There are two major reasons people don't show proof about the impact of agentic coding:
1) The prompts/pipelines portain to proprietary IP that may or may not be allowed to be shown publically.
2) The prompts/pipelines are boring and/or embarrassing and showing them will dispel the myth that agentic coding is this mysterious magical process and open the people up to dunking.
For example in the case of #2, I recently published the prompts I used to create a terminal MIDI mixer (https://github.com/minimaxir/miditui/blob/main/agent_notes/P...) in the interest of transparency, but those prompts correctly indicate that I barely had an idea how MIDI mixing works and in hindsight I was surprised I didn't get harrassed for it. Given the contentious climate, I'm uncertain how often I will be open-sourcing my prompts going forward.
> The prompts/pipelines are boring and/or embarrassing and showing them will dispel the myth that agentic coding is this mysterious magical process
You nailed it. Prompting is dull and self evident. Sure, you need basic skills to formulate a request. But it’s not a science and has nothing to do with engineering.
No. The main reasons are that
1) the code AI produces is full of problems, and if you show it, people will make fun of you, or
2) if you actually run the code as a service people can use, you'll immediately get hacked by people to prove that the code is full of problems.

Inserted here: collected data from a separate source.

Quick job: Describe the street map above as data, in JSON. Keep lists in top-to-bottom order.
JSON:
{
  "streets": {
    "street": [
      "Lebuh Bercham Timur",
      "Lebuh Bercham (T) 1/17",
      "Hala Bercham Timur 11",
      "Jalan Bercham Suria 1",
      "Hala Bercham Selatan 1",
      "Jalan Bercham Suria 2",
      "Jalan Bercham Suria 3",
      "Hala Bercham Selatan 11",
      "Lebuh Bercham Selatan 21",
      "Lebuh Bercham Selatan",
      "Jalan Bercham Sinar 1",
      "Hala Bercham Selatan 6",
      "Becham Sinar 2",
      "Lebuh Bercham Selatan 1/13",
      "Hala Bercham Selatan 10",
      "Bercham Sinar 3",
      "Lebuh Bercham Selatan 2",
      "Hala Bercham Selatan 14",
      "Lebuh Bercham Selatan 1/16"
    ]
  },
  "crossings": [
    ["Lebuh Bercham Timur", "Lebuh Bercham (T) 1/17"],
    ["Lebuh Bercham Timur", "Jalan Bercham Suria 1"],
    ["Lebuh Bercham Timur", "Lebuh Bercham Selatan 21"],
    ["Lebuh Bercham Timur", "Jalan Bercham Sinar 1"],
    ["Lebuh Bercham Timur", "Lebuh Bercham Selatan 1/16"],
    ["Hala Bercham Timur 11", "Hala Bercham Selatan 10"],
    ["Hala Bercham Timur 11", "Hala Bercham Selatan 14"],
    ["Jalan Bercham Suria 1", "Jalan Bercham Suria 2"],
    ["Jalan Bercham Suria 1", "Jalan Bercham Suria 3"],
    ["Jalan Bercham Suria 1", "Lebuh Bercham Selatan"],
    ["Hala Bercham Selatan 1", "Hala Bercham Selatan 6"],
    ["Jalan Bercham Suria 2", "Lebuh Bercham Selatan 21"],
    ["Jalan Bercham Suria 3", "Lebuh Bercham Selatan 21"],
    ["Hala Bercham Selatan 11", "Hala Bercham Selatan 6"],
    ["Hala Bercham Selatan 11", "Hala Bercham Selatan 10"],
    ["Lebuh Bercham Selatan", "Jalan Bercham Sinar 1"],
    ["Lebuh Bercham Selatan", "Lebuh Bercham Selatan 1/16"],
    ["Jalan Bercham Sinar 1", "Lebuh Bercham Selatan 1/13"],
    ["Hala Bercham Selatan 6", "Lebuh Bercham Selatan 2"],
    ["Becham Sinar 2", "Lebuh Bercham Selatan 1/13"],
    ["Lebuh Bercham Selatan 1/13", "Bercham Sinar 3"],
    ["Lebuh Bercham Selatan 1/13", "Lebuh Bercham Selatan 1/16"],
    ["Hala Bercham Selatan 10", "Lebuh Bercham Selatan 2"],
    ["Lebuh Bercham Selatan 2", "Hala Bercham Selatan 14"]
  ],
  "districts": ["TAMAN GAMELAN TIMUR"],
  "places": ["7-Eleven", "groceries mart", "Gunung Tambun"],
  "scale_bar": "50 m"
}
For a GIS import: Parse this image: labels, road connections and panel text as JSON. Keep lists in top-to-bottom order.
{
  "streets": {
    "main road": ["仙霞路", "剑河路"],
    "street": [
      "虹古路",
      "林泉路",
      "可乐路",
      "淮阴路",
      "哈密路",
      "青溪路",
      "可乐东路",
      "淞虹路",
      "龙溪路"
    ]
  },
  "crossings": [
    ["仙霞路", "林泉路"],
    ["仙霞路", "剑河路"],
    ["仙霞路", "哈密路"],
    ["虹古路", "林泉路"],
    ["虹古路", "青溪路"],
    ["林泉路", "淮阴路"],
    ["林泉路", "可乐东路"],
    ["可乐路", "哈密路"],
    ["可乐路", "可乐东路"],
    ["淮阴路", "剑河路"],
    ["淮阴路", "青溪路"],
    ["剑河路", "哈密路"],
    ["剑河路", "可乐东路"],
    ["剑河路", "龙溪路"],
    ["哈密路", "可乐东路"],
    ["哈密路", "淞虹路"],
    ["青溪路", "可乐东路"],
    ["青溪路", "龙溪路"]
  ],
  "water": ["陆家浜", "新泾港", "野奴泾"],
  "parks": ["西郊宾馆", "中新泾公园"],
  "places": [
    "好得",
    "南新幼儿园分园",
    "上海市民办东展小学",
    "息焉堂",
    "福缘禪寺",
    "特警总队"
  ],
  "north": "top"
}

I'm fundamentally a hobbyist programmer, so I would have no problem sharing my process.
However, I'm not nearly organized enough to save all my prompts! I've tried to do it a few times for my own reference. The thing is, when I use Claude Code, I do a lot of:
- Going back and revising a part of the conversation and trying again—sometimes reverting the code changes, sometimes not.
- Stopping Claude partway through a change so I can make manual edits before I let Claude continue.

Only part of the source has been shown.